#### Task instructions:
Extract the entries in their exact form.

══ Provided records ══

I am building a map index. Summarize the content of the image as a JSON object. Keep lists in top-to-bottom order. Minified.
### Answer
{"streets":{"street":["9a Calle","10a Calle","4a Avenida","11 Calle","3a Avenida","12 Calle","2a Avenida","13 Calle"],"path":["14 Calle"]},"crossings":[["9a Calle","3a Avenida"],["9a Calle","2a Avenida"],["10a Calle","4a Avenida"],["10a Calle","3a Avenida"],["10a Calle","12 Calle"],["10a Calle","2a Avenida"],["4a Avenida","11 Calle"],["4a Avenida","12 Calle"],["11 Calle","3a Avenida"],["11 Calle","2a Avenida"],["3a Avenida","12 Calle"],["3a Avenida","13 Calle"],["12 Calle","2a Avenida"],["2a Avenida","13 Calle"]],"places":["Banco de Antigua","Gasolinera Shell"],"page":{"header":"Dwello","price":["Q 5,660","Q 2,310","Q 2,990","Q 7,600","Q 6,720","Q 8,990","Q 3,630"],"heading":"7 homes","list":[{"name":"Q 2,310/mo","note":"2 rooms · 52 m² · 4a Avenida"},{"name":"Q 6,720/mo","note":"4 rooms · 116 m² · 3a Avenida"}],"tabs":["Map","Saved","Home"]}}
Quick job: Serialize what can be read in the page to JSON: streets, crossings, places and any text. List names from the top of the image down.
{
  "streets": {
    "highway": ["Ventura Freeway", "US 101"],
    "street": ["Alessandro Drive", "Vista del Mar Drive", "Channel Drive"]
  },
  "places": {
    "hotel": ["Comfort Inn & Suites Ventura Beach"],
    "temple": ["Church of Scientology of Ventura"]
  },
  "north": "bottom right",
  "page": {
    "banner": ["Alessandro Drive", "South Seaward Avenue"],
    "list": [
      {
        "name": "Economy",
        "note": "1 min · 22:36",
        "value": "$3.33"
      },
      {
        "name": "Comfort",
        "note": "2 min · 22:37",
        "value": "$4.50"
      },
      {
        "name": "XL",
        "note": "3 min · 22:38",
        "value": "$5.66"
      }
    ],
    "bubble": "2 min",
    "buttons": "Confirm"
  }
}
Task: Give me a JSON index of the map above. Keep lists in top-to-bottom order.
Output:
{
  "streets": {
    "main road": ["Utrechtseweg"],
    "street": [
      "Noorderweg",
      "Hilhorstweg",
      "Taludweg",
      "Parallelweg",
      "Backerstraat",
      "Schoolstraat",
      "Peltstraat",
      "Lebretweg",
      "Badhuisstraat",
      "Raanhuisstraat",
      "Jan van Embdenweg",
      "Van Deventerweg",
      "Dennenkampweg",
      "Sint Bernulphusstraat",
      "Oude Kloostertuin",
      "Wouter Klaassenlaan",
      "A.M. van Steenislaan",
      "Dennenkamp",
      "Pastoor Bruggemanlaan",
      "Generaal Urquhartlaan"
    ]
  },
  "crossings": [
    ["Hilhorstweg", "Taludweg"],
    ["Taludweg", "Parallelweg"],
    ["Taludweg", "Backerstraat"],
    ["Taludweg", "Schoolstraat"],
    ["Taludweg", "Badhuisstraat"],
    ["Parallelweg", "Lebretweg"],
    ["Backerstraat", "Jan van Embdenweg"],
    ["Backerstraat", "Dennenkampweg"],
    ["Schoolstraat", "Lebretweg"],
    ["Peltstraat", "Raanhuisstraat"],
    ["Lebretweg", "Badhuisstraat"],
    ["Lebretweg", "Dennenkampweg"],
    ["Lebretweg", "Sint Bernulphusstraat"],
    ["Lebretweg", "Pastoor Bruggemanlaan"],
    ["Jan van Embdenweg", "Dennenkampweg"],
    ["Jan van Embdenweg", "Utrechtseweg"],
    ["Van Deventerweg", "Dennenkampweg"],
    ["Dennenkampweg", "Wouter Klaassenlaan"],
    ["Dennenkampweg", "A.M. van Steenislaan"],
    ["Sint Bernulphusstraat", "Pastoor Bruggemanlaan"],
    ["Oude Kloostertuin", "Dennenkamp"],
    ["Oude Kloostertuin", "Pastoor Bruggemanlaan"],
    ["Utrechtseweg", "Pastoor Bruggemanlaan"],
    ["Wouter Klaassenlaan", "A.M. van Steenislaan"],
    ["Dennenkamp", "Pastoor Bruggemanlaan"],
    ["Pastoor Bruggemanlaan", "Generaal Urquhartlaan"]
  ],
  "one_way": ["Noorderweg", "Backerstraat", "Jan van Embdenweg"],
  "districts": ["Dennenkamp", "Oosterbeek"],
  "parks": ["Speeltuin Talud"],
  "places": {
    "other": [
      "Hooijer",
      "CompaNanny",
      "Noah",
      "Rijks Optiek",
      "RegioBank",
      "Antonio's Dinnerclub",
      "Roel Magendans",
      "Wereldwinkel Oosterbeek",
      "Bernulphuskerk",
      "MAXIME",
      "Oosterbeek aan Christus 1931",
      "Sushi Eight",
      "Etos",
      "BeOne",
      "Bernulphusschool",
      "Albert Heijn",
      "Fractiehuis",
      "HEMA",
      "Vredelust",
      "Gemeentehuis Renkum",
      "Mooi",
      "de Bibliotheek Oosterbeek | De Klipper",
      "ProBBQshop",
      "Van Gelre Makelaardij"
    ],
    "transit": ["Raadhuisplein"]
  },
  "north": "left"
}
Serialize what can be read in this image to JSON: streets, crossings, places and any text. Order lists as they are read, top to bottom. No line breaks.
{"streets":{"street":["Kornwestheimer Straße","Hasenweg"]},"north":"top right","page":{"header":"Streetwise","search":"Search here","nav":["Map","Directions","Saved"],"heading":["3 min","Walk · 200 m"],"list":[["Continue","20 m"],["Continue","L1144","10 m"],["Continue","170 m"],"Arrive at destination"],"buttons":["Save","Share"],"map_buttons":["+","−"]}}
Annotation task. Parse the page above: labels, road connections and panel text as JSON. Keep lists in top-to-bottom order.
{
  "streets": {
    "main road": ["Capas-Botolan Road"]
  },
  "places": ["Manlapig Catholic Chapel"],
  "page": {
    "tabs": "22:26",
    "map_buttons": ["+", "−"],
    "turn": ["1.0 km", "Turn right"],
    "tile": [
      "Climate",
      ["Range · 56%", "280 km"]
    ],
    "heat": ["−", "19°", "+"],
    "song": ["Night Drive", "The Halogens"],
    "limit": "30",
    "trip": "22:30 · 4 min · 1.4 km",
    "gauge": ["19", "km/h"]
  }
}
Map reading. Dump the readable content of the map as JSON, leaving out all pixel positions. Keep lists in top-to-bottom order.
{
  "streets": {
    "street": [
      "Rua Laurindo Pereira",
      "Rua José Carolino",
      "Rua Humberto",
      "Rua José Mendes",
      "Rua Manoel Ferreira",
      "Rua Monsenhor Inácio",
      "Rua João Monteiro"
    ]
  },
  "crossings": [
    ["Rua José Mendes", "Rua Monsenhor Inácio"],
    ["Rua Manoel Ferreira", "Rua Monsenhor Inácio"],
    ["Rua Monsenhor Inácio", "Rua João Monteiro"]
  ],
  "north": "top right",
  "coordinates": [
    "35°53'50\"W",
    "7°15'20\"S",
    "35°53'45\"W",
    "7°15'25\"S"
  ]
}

═══

#### Solution to this problem:
I am building a map index. Summarize the content of the image as a JSON object. Keep lists in top-to-bottom order. Minified.
### Answer
{"streets":{"street":["9a Calle","10a Calle","4a Avenida","11 Calle","3a Avenida","12 Calle","2a Avenida","13 Calle"],"path":["14 Calle"]},"crossings":[["9a Calle","3a Avenida"],["9a Calle","2a Avenida"],["10a Calle","4a Avenida"],["10a Calle","3a Avenida"],["10a Calle","12 Calle"],["10a Calle","2a Avenida"],["4a Avenida","11 Calle"],["4a Avenida","12 Calle"],["11 Calle","3a Avenida"],["11 Calle","2a Avenida"],["3a Avenida","12 Calle"],["3a Avenida","13 Calle"],["12 Calle","2a Avenida"],["2a Avenida","13 Calle"]],"places":["Banco de Antigua","Gasolinera Shell"],"page":{"header":"Dwello","price":["Q 5,660","Q 2,310","Q 2,990","Q 7,600","Q 6,720","Q 8,990","Q 3,630"],"heading":"7 homes","list":[{"name":"Q 2,310/mo","note":"2 rooms · 52 m² · 4a Avenida"},{"name":"Q 6,720/mo","note":"4 rooms · 116 m² · 3a Avenida"}],"tabs":["Map","Saved","Home"]}}
Quick job: Serialize what can be read in the page to JSON: streets, crossings, places and any text. List names from the top of the image down.
{
  "streets": {
    "highway": ["Ventura Freeway", "US 101"],
    "street": ["Alessandro Drive", "Vista del Mar Drive", "Channel Drive"]
  },
  "places": {
    "hotel": ["Comfort Inn & Suites Ventura Beach"],
    "temple": ["Church of Scientology of Ventura"]
  },
  "north": "bottom right",
  "page": {
    "banner": ["Alessandro Drive", "South Seaward Avenue"],
    "list": [
      {
        "name": "Economy",
        "note": "1 min · 22:36",
        "value": "$3.33"
      },
      {
        "name": "Comfort",
        "note": "2 min · 22:37",
        "value": "$4.50"
      },
      {
        "name": "XL",
        "note": "3 min · 22:38",
        "value": "$5.66"
      }
    ],
    "bubble": "2 min",
    "buttons": "Confirm"
  }
}
Task: Give me a JSON index of the map above. Keep lists in top-to-bottom order.
Output:
{
  "streets": {
    "main road": ["Utrechtseweg"],
    "street": [
      "Noorderweg",
      "Hilhorstweg",
      "Taludweg",
      "Parallelweg",
      "Backerstraat",
      "Schoolstraat",
      "Peltstraat",
      "Lebretweg",
      "Badhuisstraat",
      "Raanhuisstraat",
      "Jan van Embdenweg",
      "Van Deventerweg",
      "Dennenkampweg",
      "Sint Bernulphusstraat",
      "Oude Kloostertuin",
      "Wouter Klaassenlaan",
      "A.M. van Steenislaan",
      "Dennenkamp",
      "Pastoor Bruggemanlaan",
      "Generaal Urquhartlaan"
    ]
  },
  "crossings": [
    ["Hilhorstweg", "Taludweg"],
    ["Taludweg", "Parallelweg"],
    ["Taludweg", "Backerstraat"],
    ["Taludweg", "Schoolstraat"],
    ["Taludweg", "Badhuisstraat"],
    ["Parallelweg", "Lebretweg"],
    ["Backerstraat", "Jan van Embdenweg"],
    ["Backerstraat", "Dennenkampweg"],
    ["Schoolstraat", "Lebretweg"],
    ["Peltstraat", "Raanhuisstraat"],
    ["Lebretweg", "Badhuisstraat"],
    ["Lebretweg", "Dennenkampweg"],
    ["Lebretweg", "Sint Bernulphusstraat"],
    ["Lebretweg", "Pastoor Bruggemanlaan"],
    ["Jan van Embdenweg", "Dennenkampweg"],
    ["Jan van Embdenweg", "Utrechtseweg"],
    ["Van Deventerweg", "Dennenkampweg"],
    ["Dennenkampweg", "Wouter Klaassenlaan"],
    ["Dennenkampweg", "A.M. van Steenislaan"],
    ["Sint Bernulphusstraat", "Pastoor Bruggemanlaan"],
    ["Oude Kloostertuin", "Dennenkamp"],
    ["Oude Kloostertuin", "Pastoor Bruggemanlaan"],
    ["Utrechtseweg", "Pastoor Bruggemanlaan"],
    ["Wouter Klaassenlaan", "A.M. van Steenislaan"],
    ["Dennenkamp", "Pastoor Bruggemanlaan"],
    ["Pastoor Bruggemanlaan", "Generaal Urquhartlaan"]
  ],
  "one_way": ["Noorderweg", "Backerstraat", "Jan van Embdenweg"],
  "districts": ["Dennenkamp", "Oosterbeek"],
  "parks": ["Speeltuin Talud"],
  "places": {
    "other": [
      "Hooijer",
      "CompaNanny",
      "Noah",
      "Rijks Optiek",
      "RegioBank",
      "Antonio's Dinnerclub",
      "Roel Magendans",
      "Wereldwinkel Oosterbeek",
      "Bernulphuskerk",
      "MAXIME",
      "Oosterbeek aan Christus 1931",
      "Sushi Eight",
      "Etos",
      "BeOne",
      "Bernulphusschool",
      "Albert Heijn",
      "Fractiehuis",
      "HEMA",
      "Vredelust",
      "Gemeentehuis Renkum",
      "Mooi",
      "de Bibliotheek Oosterbeek | De Klipper",
      "ProBBQshop",
      "Van Gelre Makelaardij"
    ],
    "transit": ["Raadhuisplein"]
  },
  "north": "left"
}
Serialize what can be read in this image to JSON: streets, crossings, places and any text. Order lists as they are read, top to bottom. No line breaks.
{"streets":{"street":["Kornwestheimer Straße","Hasenweg"]},"north":"top right","page":{"header":"Streetwise","search":"Search here","nav":["Map","Directions","Saved"],"heading":["3 min","Walk · 200 m"],"list":[["Continue","20 m"],["Continue","L1144","10 m"],["Continue","170 m"],"Arrive at destination"],"buttons":["Save","Share"],"map_buttons":["+","−"]}}
Annotation task. Parse the page above: labels, road connections and panel text as JSON. Keep lists in top-to-bottom order.
{
  "streets": {
    "main road": ["Capas-Botolan Road"]
  },
  "places": ["Manlapig Catholic Chapel"],
  "page": {
    "tabs": "22:26",
    "map_buttons": ["+", "−"],
    "turn": ["1.0 km", "Turn right"],
    "tile": [
      "Climate",
      ["Range · 56%", "280 km"]
    ],
    "heat": ["−", "19°", "+"],
    "song": ["Night Drive", "The Halogens"],
    "limit": "30",
    "trip": "22:30 · 4 min · 1.4 km",
    "gauge": ["19", "km/h"]
  }
}
Map reading. Dump the readable content of the map as JSON, leaving out all pixel positions. Keep lists in top-to-bottom order.
{
  "streets": {
    "street": [
      "Rua Laurindo Pereira",
      "Rua José Carolino",
      "Rua Humberto",
      "Rua José Mendes",
      "Rua Manoel Ferreira",
      "Rua Monsenhor Inácio",
      "Rua João Monteiro"
    ]
  },
  "crossings": [
    ["Rua José Mendes", "Rua Monsenhor Inácio"],
    ["Rua Manoel Ferreira", "Rua Monsenhor Inácio"],
    ["Rua Monsenhor Inácio", "Rua João Monteiro"]
  ],
  "north": "top right",
  "coordinates": [
    "35°53'50\"W",
    "7°15'20\"S",
    "35°53'45\"W",
    "7°15'25\"S"
  ]
}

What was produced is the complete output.